-- WORK ITEM --
For the string "Dalla", search the entries below and copy every line where it appears.

--*--

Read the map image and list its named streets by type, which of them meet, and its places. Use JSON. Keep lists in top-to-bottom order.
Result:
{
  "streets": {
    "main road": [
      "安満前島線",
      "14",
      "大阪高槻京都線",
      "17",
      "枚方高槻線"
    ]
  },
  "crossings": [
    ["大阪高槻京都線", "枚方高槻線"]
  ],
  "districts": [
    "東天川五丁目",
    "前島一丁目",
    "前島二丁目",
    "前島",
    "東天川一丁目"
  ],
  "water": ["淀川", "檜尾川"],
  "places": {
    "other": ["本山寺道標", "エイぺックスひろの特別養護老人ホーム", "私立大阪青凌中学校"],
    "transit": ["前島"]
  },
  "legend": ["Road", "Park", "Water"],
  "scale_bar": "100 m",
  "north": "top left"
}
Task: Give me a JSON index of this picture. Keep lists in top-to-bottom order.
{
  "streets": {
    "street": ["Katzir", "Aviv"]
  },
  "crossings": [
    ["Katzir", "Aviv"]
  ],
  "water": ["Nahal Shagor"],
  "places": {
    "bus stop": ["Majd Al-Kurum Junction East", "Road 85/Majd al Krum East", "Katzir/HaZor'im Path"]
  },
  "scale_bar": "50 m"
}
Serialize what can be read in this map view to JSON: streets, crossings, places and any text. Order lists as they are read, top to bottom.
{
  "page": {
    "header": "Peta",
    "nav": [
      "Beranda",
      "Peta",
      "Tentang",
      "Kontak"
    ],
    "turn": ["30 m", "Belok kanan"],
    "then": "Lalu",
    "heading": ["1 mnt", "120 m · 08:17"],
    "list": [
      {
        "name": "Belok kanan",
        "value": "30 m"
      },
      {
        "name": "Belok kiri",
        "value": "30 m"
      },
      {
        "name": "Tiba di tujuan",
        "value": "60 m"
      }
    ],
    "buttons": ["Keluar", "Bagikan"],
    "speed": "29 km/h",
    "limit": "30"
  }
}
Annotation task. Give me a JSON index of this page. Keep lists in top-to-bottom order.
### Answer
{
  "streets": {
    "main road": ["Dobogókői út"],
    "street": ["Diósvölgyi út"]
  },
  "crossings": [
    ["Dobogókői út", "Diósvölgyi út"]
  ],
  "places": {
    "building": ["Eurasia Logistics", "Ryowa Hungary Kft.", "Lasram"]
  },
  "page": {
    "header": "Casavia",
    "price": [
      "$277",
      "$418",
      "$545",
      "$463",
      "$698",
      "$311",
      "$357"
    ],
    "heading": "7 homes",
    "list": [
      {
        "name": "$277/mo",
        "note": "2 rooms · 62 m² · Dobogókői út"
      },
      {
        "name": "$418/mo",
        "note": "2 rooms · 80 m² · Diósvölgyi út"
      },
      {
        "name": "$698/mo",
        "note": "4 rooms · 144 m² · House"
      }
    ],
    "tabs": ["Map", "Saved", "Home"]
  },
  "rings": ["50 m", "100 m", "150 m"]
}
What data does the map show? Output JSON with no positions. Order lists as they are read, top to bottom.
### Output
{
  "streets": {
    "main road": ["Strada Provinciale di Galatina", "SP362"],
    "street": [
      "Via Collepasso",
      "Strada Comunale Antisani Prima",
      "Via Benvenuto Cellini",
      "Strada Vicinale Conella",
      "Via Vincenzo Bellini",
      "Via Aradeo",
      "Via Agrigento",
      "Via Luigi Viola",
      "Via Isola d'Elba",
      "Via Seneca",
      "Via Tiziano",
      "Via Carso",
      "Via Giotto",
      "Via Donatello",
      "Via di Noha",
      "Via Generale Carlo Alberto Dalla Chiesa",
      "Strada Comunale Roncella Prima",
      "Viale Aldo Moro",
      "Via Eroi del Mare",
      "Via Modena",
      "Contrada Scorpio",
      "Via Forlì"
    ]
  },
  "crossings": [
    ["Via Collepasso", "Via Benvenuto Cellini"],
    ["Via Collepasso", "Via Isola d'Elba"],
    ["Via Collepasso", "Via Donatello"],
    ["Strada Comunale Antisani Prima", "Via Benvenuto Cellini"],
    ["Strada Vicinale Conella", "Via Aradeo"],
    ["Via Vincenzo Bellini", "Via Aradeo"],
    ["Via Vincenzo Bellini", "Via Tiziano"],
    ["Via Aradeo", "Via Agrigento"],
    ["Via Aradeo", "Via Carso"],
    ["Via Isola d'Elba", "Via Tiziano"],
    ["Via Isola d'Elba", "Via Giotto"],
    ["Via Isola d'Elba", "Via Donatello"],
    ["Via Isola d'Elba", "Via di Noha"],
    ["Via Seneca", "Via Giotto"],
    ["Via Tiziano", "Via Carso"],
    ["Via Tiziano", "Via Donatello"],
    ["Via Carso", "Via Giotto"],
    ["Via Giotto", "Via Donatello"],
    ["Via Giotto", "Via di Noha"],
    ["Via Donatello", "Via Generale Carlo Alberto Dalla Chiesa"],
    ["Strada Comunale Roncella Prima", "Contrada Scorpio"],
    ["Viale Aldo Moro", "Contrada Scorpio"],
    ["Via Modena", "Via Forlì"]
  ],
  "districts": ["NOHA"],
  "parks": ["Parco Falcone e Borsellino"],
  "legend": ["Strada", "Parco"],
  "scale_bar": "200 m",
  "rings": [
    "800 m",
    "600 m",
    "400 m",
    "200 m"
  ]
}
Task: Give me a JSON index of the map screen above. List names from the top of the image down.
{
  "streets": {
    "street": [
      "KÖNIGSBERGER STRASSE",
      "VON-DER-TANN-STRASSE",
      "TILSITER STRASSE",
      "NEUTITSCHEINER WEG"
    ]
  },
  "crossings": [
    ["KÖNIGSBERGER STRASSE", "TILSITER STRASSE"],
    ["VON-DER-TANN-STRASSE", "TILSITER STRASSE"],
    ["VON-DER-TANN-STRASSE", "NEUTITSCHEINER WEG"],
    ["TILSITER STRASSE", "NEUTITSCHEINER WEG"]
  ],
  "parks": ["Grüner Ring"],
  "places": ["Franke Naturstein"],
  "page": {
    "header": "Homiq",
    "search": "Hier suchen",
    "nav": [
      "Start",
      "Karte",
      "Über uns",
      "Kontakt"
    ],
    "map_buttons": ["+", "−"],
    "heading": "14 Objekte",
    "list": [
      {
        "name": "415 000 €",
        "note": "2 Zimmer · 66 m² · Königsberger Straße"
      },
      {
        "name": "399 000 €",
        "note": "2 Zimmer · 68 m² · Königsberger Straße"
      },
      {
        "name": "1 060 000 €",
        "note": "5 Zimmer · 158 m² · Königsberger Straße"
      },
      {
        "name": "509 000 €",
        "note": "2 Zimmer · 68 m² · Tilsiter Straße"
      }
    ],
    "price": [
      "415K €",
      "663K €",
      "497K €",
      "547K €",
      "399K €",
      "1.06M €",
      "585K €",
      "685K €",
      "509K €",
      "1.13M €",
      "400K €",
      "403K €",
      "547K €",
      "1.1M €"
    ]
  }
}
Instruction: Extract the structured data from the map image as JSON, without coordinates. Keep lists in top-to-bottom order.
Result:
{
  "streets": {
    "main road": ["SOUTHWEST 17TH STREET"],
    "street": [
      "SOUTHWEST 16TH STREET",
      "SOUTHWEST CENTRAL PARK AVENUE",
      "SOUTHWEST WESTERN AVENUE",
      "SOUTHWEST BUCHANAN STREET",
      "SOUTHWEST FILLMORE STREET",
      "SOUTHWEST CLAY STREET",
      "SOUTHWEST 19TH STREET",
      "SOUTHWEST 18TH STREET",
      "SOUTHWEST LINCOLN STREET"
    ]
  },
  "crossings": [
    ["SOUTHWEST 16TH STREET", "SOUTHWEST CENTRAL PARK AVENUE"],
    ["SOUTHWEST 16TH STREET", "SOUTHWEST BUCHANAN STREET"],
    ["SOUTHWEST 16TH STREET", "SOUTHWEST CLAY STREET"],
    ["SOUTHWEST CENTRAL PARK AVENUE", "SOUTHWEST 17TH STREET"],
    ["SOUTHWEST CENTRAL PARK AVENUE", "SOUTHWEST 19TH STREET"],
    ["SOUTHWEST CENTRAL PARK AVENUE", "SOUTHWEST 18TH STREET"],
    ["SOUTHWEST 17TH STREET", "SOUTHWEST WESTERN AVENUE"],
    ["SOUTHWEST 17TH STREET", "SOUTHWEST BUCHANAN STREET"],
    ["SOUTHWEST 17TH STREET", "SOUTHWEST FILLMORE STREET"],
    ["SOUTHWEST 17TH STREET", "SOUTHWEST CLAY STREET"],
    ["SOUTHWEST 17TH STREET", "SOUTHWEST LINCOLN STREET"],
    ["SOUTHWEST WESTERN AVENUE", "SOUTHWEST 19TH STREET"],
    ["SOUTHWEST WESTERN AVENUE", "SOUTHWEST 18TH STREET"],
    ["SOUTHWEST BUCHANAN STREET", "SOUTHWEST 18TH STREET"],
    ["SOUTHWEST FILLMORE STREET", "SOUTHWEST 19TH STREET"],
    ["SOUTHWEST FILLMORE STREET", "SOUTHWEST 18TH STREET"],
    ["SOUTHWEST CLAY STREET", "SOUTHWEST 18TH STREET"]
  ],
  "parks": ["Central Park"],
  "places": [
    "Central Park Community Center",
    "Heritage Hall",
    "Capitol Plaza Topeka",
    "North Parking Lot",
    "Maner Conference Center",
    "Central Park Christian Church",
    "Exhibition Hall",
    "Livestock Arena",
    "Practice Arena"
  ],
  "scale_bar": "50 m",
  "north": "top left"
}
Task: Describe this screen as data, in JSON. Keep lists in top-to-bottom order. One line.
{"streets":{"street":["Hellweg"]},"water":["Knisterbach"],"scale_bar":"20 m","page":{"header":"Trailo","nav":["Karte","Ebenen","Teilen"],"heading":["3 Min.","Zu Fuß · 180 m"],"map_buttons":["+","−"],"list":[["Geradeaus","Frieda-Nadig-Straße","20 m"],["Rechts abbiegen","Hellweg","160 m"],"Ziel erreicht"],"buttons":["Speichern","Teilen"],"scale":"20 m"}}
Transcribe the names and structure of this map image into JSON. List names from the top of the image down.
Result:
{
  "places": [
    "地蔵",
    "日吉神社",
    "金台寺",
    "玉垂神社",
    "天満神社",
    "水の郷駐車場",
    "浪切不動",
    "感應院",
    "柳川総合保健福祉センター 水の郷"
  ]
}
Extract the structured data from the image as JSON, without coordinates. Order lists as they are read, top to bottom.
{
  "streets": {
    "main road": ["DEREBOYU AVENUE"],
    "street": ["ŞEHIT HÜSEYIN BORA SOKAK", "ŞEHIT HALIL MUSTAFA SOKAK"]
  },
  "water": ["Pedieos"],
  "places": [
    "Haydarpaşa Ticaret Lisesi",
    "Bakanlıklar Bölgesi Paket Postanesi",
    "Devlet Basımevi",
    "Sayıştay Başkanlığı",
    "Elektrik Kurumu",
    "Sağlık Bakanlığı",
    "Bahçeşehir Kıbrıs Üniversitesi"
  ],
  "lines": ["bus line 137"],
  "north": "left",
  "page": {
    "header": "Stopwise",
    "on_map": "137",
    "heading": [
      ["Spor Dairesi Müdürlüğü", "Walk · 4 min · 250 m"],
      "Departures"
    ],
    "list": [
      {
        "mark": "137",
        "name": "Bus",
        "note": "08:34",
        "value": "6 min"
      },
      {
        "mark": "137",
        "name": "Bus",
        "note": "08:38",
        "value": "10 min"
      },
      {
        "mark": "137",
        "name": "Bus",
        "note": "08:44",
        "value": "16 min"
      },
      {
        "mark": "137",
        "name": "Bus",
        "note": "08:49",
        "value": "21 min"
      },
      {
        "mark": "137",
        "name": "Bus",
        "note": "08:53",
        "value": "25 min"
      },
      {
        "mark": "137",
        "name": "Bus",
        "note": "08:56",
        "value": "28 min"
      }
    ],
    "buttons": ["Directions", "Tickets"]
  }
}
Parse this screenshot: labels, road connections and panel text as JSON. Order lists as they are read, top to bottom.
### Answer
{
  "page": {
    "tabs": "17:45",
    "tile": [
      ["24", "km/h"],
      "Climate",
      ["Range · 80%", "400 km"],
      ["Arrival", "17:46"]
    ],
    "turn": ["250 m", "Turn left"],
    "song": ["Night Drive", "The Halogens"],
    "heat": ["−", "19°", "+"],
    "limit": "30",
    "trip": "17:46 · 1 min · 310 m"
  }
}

--*--

-- EXPECTED ANSWER --
      "Via Generale Carlo Alberto Dalla Chiesa",
    ["Via Donatello", "Via Generale Carlo Alberto Dalla Chiesa"],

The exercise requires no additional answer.